I have lived in Toronto since 1982, and my life's work is in community activism, social work and social justice philanthropy. In 1998, I founded the first employment centre for youth and adults with learning disabilities in Ontario, and I have been involved in the disabilities movement for more than 25 years.
After some time away, I came back to Judaism in 2002 through Jewish Renewal, and I began a process to deepen my understanding of how to stand again at Sinai as a white Jewish woman who comes from class privilege. I wanted to understand how to engage with my lived experience, compassion and presence, speaking to Tikkun Olam and tzedakah not through the model of charity but through a way of equity.
I began a process of meeting with various organizations both in and outside of Canada that offered programs to support someone like myself looking for a way into dialogue and gifting differently. I approached this process with many questions: What does it mean to heal the world when there is so much suffering? How much is enough to gift when one lives with an abundance? How do we speak to money, as it is often a taboo subject? Where do I find like-minded individuals to deepen our conversations together? Over the last 20 years, I have been fortunate to find people to speak to and deepen my own understanding.

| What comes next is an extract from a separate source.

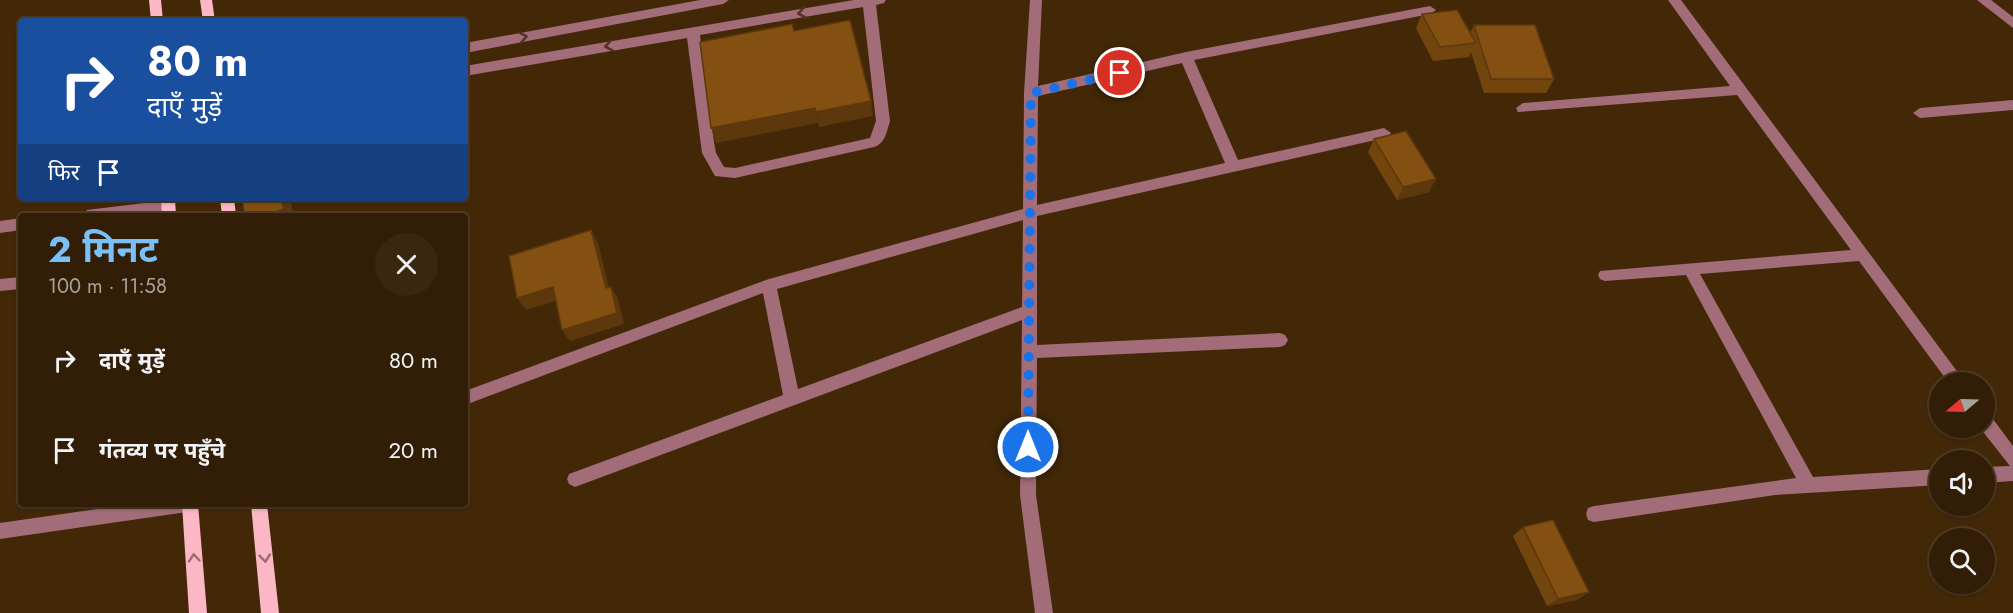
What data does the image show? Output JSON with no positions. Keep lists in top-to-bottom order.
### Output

There are three people who were instrumental in this part of my journey. Billee Laskin, who provides spiritual direction and is my root teacher, offered me a new way into unpacking privilege and class, Tikkun Olam and tzedakah through deepening our conversations together. I would bring in my questions and learned to sit, listening deeply to the inner wisdom and was offered different practices in Judaism and Buddhism. I learned to read Hebrew through a transliteration process to deeply embody and listen to the stories and find new meaning.
Rabbi Alan Green, who I met at a Jewish Renewal retreat and connected with, offered me a place of refuge at Shaarey Zedek Synagogue to come and meet, learn and daven; when I travelled back to Winnipeg, I always had Shaarey Zedek to call home.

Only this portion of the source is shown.